Deepak’s employer Raghu More, who has been running the newspaper vending business with his brother over the last five years, said “There are some newspapers that have started printing and want us to acquire supply from them, but there is no way we can distribute the papers. For a couple of days in late March, we tried leaving the papers at the building gates, but not many customers took their copies. We earn a meagre 75 paise on each copy, we can’t afford losses by acquiring supplies and not distributing them.”

Fear and uncertainty

Mumbai’s iconic open-air laundry Dhobi ghat, which brings to mind vibrant images of thousands of clothes hanging on ropes along its long aisles, seems to have lost its charm. The launderers have had to shut shop and uncertainty is in the air.
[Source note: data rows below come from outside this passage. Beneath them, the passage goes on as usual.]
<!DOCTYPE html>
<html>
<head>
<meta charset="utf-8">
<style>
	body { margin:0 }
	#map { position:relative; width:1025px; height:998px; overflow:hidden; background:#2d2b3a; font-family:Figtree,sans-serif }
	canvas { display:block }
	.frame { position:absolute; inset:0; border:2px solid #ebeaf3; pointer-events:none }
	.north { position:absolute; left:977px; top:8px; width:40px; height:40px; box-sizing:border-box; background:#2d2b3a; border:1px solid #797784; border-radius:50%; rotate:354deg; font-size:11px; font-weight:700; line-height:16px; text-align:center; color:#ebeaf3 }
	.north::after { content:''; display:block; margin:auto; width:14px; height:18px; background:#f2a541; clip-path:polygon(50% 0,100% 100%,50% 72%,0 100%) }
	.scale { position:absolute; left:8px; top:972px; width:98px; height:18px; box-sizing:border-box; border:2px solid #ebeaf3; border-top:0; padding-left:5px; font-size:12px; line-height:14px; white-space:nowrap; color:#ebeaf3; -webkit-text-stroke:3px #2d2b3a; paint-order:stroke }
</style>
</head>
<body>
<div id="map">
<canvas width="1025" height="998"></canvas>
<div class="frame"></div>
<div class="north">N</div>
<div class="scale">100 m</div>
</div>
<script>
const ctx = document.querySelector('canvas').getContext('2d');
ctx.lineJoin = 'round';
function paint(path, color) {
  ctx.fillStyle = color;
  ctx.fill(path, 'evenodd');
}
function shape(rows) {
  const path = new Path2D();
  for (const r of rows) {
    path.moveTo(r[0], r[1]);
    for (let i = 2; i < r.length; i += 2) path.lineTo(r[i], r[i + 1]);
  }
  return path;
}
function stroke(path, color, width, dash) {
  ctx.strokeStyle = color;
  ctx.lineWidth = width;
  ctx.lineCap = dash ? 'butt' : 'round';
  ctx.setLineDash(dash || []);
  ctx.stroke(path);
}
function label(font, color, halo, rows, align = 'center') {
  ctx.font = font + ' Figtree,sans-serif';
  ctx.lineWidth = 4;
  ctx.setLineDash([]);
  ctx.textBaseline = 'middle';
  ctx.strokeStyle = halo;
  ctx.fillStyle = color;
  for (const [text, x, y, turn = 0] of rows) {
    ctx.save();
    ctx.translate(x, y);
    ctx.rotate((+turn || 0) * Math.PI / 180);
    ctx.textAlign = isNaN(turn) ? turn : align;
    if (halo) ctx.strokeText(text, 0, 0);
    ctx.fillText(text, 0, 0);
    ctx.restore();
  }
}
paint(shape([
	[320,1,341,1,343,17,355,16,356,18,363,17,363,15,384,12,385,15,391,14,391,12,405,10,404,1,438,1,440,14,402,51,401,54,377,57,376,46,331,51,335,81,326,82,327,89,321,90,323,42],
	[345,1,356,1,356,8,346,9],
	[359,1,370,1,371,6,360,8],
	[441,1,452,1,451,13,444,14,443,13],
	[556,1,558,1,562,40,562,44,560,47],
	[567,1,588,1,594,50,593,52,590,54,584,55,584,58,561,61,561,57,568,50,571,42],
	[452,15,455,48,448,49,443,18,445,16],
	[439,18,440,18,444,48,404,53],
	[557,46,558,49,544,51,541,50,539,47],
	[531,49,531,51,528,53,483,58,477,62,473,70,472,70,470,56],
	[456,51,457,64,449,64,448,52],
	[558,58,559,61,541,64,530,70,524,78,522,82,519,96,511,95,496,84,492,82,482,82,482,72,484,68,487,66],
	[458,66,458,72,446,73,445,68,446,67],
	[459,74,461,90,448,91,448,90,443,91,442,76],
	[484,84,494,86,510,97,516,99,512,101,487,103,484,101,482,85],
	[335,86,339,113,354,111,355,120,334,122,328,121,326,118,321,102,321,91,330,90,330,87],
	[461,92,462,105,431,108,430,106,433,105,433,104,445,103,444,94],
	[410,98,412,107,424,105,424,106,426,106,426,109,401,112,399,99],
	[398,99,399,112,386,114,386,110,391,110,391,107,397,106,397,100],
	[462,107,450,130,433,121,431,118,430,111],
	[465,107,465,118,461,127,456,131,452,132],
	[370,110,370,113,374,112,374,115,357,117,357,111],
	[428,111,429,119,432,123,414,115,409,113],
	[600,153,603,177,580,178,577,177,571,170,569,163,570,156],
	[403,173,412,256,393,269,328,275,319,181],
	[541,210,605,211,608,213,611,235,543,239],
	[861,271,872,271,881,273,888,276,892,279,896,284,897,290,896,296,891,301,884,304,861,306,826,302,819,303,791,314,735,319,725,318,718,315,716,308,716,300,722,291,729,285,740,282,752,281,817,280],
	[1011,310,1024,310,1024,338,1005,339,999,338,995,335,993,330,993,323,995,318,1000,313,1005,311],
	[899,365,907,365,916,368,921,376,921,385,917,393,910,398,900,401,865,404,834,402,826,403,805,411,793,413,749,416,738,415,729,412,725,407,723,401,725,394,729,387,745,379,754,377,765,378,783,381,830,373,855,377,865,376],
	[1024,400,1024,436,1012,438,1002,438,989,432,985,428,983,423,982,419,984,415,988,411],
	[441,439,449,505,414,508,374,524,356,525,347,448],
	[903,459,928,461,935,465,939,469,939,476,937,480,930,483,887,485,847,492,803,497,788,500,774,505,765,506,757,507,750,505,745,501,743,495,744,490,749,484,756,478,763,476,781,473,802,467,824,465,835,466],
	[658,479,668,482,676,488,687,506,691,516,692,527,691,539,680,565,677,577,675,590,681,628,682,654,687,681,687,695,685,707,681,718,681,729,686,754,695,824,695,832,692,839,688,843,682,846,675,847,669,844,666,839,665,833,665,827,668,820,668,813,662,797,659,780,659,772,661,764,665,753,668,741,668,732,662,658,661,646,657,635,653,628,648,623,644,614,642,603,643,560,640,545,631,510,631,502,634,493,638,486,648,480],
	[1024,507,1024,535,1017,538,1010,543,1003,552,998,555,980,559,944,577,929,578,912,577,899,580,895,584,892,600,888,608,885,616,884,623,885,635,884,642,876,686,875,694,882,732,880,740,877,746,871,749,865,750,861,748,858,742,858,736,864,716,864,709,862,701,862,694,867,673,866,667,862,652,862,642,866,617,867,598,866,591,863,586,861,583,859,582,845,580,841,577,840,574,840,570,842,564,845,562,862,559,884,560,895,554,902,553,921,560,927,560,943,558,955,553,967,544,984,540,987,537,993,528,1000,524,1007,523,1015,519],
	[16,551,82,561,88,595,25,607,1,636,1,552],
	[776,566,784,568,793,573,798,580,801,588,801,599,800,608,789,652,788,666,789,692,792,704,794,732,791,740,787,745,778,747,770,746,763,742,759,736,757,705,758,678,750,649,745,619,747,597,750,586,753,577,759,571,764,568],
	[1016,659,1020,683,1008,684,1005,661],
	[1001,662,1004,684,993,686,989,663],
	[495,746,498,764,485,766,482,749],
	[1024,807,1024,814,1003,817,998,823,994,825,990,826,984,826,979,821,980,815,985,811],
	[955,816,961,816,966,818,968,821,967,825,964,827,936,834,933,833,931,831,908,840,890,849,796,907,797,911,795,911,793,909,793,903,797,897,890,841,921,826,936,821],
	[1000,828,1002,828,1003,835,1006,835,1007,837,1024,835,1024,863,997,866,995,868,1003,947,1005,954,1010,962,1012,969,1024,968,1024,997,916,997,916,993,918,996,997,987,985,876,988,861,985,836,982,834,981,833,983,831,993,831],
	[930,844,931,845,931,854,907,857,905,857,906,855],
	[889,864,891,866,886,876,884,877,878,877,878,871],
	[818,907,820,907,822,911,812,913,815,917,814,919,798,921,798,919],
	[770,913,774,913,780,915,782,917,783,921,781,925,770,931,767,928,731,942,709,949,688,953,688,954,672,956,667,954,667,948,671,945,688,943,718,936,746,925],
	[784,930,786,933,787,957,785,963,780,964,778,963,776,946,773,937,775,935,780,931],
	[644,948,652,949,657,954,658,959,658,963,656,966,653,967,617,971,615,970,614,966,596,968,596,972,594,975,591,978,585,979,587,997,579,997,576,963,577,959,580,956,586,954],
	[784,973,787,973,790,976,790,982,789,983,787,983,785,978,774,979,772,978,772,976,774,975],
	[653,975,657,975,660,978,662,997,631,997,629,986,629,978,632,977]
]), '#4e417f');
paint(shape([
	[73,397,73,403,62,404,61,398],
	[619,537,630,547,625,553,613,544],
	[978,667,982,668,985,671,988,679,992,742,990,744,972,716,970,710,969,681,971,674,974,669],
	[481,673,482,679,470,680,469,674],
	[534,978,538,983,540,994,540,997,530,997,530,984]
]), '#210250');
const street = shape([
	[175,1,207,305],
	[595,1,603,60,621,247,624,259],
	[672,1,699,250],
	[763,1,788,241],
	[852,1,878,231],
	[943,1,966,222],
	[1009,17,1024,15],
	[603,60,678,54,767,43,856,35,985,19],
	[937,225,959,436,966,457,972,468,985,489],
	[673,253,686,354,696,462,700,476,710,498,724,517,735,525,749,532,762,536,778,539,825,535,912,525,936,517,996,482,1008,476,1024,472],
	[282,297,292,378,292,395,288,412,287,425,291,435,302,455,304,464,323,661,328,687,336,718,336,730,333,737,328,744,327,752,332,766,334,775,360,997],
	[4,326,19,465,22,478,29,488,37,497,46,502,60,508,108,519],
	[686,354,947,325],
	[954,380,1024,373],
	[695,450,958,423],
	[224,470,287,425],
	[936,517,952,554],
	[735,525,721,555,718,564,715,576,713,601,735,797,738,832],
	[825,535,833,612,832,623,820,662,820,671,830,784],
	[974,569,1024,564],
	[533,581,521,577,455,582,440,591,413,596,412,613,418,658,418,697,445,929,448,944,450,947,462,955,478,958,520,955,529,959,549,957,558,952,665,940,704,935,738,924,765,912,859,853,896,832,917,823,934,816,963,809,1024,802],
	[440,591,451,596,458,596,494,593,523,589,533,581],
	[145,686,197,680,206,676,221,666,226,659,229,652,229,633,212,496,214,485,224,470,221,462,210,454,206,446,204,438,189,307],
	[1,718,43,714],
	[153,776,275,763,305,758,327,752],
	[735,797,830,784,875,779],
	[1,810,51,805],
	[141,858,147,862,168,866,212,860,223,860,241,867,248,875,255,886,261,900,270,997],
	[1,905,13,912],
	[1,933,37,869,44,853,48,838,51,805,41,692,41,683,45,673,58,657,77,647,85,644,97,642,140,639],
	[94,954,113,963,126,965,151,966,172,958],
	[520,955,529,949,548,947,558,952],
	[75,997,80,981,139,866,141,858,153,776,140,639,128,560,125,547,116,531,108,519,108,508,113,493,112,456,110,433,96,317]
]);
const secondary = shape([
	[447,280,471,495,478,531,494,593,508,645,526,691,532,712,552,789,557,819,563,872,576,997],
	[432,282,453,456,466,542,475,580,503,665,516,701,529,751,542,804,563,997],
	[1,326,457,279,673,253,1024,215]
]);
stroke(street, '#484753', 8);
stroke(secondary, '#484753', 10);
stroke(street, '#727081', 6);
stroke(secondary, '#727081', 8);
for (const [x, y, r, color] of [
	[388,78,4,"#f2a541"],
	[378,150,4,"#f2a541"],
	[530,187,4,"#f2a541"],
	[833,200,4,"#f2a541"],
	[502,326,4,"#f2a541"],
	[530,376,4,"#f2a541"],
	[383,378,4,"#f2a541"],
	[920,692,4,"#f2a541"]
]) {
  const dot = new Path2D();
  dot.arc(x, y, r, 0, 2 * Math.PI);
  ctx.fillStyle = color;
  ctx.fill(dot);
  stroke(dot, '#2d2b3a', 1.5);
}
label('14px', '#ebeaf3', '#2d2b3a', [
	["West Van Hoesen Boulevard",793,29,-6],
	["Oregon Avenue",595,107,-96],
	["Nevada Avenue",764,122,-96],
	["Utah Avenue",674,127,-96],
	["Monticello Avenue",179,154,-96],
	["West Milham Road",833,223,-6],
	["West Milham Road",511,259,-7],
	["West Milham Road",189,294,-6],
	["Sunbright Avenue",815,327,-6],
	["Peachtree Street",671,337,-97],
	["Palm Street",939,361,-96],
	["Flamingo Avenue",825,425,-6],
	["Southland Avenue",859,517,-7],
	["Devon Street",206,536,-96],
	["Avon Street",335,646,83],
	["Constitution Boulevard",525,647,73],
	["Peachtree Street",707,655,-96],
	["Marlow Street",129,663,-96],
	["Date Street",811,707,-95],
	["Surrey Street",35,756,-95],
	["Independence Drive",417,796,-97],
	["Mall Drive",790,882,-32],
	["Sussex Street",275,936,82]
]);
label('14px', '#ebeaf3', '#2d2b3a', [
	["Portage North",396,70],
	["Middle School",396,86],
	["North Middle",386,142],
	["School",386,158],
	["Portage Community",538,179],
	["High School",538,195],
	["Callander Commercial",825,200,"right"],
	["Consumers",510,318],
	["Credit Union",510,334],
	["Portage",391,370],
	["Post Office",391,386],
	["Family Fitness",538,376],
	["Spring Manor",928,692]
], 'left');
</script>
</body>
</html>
“In my 10 years of living here, I have not seen Dhobi ghat this quiet. The public is scared, I get so much new information about the virus on WhatsApp every day. If Modiji has decided to shut everything, it definitely must be dangerous, but the struggle is getting worse every day and I think I should have left for my village,” said 45-year-old Dilip Jha, a laundryman living in Dhobi ghat with his wife and two kids who have just given their 10th and 12th-grade board exams. Jha has two brothers back in his village in UP who run a small farm.
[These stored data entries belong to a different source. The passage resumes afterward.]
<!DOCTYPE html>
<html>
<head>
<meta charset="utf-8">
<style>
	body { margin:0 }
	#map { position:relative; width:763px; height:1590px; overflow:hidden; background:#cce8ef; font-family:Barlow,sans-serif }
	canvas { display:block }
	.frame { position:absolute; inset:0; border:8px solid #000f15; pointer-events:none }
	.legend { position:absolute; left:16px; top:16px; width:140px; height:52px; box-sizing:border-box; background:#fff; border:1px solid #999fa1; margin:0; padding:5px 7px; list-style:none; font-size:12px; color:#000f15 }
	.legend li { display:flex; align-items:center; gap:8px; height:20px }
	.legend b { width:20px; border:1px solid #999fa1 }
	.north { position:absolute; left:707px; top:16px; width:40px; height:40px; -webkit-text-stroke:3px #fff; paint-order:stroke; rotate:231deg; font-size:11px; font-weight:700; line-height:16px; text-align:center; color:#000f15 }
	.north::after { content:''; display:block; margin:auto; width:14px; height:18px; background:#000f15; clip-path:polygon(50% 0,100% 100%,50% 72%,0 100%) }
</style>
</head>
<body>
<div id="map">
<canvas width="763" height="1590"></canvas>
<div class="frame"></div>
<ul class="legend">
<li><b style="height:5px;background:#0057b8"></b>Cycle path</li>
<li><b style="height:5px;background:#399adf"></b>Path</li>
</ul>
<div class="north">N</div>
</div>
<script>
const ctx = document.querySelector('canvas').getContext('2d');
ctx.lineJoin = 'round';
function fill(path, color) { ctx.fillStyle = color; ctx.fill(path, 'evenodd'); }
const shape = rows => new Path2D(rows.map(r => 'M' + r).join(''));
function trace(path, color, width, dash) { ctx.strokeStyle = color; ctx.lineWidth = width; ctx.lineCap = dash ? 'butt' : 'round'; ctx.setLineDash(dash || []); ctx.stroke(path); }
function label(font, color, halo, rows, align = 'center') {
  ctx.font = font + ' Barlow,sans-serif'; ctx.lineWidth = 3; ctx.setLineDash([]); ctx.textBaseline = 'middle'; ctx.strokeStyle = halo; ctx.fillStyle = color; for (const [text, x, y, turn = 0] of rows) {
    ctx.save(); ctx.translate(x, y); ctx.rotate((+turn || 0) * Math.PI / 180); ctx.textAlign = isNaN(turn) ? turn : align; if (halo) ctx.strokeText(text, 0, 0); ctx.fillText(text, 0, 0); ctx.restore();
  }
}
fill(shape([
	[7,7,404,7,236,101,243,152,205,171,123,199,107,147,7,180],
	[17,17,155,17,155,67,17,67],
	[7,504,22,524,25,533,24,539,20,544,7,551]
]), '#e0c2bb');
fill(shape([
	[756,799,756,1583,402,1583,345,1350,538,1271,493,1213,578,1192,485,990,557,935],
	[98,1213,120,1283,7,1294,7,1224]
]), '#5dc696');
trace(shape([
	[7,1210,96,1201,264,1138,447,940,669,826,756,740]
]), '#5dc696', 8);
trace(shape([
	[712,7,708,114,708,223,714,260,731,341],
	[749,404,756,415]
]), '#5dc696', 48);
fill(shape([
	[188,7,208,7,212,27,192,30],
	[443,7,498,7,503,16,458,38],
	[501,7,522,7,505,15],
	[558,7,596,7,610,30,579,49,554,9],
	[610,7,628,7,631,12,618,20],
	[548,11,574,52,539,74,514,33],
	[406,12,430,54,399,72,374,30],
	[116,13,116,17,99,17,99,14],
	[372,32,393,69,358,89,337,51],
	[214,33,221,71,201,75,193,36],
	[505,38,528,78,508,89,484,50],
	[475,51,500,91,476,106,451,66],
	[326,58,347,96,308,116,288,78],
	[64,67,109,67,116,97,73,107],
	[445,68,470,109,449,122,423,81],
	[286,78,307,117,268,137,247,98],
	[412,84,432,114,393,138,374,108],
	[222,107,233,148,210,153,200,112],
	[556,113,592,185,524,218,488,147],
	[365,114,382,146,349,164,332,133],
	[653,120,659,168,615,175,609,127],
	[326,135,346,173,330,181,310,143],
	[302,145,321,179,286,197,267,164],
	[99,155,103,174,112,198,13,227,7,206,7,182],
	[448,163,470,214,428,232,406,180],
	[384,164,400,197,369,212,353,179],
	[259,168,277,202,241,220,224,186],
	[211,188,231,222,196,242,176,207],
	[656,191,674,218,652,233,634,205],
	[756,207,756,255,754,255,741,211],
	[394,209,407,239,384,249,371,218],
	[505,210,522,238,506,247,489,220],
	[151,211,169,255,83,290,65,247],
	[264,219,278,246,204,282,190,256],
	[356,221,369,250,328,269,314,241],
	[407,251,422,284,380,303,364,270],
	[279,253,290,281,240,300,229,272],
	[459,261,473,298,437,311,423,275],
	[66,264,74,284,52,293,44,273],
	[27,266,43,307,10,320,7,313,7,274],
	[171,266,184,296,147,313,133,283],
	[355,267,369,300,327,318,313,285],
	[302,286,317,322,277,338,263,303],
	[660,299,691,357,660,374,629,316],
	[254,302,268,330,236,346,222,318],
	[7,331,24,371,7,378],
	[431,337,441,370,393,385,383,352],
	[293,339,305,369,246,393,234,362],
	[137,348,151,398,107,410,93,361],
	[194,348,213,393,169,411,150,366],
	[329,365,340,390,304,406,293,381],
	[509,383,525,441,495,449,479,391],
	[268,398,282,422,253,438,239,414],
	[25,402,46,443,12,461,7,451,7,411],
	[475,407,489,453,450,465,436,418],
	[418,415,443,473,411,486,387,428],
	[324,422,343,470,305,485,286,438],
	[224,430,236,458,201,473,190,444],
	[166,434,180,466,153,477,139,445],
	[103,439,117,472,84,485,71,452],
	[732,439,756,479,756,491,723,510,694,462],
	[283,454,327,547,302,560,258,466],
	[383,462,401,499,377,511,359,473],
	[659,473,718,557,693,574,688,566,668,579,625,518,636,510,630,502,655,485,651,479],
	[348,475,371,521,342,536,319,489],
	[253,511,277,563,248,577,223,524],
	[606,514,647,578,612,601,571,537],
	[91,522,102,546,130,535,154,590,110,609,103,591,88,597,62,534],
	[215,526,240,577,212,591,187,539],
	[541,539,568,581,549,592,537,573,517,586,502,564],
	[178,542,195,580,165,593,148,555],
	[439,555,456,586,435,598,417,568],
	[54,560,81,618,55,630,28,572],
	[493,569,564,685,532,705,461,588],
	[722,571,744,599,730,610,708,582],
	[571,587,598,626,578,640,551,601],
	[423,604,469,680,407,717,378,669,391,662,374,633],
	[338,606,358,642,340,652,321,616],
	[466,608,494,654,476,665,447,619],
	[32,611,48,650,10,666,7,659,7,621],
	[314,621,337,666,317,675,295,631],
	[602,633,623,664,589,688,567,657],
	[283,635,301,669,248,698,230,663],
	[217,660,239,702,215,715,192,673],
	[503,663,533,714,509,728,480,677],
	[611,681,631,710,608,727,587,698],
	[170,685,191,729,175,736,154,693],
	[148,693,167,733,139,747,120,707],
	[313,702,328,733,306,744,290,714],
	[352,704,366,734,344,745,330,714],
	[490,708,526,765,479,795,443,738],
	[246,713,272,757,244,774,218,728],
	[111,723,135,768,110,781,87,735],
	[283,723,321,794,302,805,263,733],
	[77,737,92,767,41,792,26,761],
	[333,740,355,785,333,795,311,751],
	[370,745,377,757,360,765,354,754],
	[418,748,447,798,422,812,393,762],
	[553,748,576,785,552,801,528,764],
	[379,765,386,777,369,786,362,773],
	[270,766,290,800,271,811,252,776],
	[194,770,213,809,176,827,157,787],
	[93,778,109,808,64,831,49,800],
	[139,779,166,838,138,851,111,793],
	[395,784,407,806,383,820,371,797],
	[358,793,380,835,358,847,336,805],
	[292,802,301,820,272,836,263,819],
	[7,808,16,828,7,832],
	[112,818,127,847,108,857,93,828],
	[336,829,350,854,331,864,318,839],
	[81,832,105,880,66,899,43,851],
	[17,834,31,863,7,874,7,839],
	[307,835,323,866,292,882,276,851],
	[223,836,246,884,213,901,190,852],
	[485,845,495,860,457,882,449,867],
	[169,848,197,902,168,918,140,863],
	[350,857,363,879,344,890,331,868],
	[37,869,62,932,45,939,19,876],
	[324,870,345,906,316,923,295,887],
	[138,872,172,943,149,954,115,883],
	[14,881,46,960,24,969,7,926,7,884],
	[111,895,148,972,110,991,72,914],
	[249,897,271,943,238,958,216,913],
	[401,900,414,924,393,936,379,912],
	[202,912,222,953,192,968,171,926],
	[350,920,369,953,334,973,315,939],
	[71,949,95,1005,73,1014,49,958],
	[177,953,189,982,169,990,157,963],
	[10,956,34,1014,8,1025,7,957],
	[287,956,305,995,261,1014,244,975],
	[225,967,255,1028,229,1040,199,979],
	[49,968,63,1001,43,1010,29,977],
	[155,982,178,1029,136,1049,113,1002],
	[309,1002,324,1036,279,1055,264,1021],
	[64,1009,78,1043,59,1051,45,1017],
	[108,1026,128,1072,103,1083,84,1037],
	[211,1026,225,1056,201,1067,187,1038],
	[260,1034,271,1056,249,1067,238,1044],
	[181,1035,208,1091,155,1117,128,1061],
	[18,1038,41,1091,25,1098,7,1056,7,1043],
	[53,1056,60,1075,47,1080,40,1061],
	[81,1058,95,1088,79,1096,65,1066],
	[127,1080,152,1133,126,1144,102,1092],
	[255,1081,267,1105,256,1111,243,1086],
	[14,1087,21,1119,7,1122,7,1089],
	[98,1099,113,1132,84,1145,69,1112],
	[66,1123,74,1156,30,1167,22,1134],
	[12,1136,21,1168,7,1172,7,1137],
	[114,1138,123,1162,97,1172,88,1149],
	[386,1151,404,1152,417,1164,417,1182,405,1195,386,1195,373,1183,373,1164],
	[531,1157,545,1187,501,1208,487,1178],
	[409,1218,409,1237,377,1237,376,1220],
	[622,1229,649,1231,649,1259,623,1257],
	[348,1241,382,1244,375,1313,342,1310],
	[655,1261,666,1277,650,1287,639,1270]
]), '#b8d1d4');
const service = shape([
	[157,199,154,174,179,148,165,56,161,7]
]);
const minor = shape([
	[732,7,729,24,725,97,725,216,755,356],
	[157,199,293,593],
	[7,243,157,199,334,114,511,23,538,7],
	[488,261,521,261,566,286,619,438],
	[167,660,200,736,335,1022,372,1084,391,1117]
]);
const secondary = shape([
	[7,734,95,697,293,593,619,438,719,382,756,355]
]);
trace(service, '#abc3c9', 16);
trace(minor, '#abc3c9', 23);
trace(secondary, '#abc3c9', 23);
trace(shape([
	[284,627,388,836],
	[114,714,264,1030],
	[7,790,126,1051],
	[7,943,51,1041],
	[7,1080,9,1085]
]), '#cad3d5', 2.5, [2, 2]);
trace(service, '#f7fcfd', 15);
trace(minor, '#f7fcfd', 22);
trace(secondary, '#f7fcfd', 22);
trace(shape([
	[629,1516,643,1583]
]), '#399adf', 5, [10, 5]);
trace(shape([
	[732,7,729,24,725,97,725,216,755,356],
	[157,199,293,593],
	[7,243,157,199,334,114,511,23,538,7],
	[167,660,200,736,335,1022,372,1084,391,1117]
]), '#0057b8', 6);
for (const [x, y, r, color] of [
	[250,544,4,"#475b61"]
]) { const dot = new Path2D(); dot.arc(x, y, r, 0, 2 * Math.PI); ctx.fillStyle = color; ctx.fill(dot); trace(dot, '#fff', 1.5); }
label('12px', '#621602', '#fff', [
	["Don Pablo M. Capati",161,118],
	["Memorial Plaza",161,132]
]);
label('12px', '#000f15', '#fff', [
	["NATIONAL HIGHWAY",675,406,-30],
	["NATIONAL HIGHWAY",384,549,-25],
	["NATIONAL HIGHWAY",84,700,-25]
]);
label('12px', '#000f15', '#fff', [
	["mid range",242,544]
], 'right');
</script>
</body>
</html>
“I have no idea when I will be able to restart my business and even fellow laundrymen in the area are not sure whether customers will want to avail our services soon, as there is fear among people.”

Safety first

“From April 1, some newspapers started their print editions and we were informed that we can acquire the supplies. However, we have decided to not to acquire any supplies till this lockdown is lifted or even extended because it is not worth risking lives,” said Keval Bheda, who runs his father’s 40-year-old newspaper distribution business and handles delivery for the Versova area of Mumbai. “Most of my delivery boys live in the chawl settlements nearby so they’re at greater risk, some pockets of Versova have already been put on high alert since a case was detected. If we risk their lives by starting distribution, then we will be answerable to their families. I have tried to make them all understand that life comes first and so does their safety and that of our customers.”

Mahendra Dhamne, one of the delivery boys who work for Bheda, along with his younger brother, said: “Boss has promised to give us the full salary for March, including the salary for the last nine days of the month when we didn’t work, but we have been told to not keep expectations for April. I had thought we would be able to start delivering from April 14 but I just saw on the news that the lockdown will not be lifted till April 30 as the situation hasn’t improved.”

Dhamne expressed concern that the approaching days are starting to look bleak and so are their little savings. It has become difficult for his family to manage finances as both the brothers in their 20s are now sitting at home and their mother, who worked as a cook and domestic help, has also had to stop work.